Central bank estimates two consecutive quarters of GDP contraction, the first time this has happened in the country’s history.
It’s Official: India Is in ‘Technical’ Recession
Kolkata — Roiled by the coronavirus pandemic and its lockdowns and shut downs, India’s economy for the first time in the country’s history is in a technical recession at the end of the first half of the 2020-21 fiscal year, according to the central bank.
A technical recession is defined as two consecutive quarters of negative growth in GDP.
The Reserve Bank of India (RBI), in its recent bulletin, states, “The index nowcasts GDP growth at (-)8.6 percent in quarter 2, 2020-21, implying that India is likely to have entered a technical recession in the first half of 2020-21 for the first time in its history with two successive quarters of GDP contraction.”
“Nowcasting’ in economics is used to predict the current and very near future economic conditions.

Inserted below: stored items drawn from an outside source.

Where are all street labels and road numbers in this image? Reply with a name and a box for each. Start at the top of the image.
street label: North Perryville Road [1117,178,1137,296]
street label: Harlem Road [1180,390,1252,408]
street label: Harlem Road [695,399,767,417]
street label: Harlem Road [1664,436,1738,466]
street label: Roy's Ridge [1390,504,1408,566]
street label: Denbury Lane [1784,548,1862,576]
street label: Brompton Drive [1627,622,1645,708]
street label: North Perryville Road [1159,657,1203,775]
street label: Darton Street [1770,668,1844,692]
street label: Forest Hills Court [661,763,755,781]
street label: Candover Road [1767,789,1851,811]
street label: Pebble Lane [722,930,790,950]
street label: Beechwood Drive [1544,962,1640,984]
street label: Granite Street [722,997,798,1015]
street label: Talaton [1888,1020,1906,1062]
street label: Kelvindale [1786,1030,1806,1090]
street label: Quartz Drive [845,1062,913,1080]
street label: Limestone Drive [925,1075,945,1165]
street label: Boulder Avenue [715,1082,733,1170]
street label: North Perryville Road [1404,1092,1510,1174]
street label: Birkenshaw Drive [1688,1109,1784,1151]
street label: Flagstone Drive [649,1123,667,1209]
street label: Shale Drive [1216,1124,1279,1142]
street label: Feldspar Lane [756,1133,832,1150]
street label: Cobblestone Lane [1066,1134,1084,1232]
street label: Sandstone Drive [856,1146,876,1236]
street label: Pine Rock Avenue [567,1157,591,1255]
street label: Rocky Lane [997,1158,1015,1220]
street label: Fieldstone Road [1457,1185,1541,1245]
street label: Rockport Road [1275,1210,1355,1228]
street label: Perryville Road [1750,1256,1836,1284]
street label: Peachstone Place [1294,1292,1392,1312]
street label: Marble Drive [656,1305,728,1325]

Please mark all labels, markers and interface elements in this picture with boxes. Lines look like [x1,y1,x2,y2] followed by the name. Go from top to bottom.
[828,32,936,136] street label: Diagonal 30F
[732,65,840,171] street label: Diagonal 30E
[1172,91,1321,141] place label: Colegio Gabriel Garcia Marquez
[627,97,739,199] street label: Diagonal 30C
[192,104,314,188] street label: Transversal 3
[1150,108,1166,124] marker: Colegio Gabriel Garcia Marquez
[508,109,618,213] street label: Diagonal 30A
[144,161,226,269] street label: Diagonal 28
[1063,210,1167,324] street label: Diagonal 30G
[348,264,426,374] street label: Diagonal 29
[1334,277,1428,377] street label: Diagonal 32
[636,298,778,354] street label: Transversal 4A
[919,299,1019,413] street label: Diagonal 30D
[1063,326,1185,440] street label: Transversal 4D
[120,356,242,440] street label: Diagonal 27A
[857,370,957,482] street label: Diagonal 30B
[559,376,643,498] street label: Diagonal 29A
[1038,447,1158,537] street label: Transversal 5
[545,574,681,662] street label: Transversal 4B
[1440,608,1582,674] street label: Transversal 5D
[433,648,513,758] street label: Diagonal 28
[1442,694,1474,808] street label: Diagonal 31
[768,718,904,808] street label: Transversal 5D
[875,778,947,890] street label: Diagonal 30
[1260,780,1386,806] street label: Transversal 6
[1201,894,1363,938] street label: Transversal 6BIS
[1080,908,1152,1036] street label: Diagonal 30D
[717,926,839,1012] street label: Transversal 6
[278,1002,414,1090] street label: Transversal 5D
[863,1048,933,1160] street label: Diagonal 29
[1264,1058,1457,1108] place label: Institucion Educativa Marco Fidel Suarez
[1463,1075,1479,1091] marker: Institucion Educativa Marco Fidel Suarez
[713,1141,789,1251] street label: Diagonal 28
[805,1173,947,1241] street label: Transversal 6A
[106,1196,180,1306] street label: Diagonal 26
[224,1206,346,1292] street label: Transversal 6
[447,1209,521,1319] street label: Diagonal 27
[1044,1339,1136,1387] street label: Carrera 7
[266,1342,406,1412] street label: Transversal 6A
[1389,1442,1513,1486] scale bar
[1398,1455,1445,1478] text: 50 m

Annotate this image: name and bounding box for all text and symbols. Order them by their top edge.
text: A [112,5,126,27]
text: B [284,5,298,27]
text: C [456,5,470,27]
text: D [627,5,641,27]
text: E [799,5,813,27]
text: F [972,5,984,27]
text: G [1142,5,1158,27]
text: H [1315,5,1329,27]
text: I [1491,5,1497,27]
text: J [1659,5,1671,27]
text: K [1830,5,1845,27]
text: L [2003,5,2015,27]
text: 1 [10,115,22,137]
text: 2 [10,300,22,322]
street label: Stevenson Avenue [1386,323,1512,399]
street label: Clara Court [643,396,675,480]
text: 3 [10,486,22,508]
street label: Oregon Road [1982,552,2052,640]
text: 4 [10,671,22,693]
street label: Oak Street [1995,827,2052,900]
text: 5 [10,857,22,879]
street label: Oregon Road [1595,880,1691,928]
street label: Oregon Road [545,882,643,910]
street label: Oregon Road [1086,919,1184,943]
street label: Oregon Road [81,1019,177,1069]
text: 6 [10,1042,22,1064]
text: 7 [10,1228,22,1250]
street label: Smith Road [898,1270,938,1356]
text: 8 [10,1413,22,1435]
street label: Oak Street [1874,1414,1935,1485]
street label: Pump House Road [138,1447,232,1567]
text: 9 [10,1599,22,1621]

India’s GDP growth shrank by 23.9 percent in the first quarter (April-June) on a quarter-on-quarter basis, according to the National Statistical Office. This marks the first time in 40 years the economy had negative growth, mainly due to a 50-day lockdown during the pandemic. While second-quarter data has not been released by the government, the RBI expects GDP growth in that quarter (July-September) to shrink by 8.6 percent.
For Sampat Dinda, recession kicked in during July when he was given a pink slip at a publishing house in Kolkata where he had worked for nearly eight years. About two years ago, he secured a home loan of about $107,000 from a shadow banking company, which charged him 18 percent annual interest. Unable to find employment in the city, Dinda moved to his ancestral village, where he has taken up farming to earn money to repay the loan. His earnings have plummeted by nearly 70 percent.
“This recession has ruined my life. I had no choice but to leave the city and migrate to my village to earn a living,” said Dinda.
India’s unemployment rate rose from 6.67 percent in September to 6.98 percent in October, according to the Centre for Monitoring Indian Economy (CMIE). Despite a good agriculture season, the rural unemployment rate increased from 5.86 percent in September to 6.9 percent in October.
Nearly 21 million salaried employees lost their jobs between April and August, according to CMIE data.
“There is something to be alarmed about if the total output has fallen quarter after quarter,” said Dipankar Dasgupta, former professor of economics at the Indian Statistical Institute.
“Essentially it means that there is a lesser quantum of output to be shared compared to the previous quarter. That means from here, if you want to go back to the original level, the growth rate has to be very high. However, in the current pandemic situation, organizations are not doing well and it will not be easy to catch up. In that sense, it is alarming, especially for the poor,” Dasgupta said.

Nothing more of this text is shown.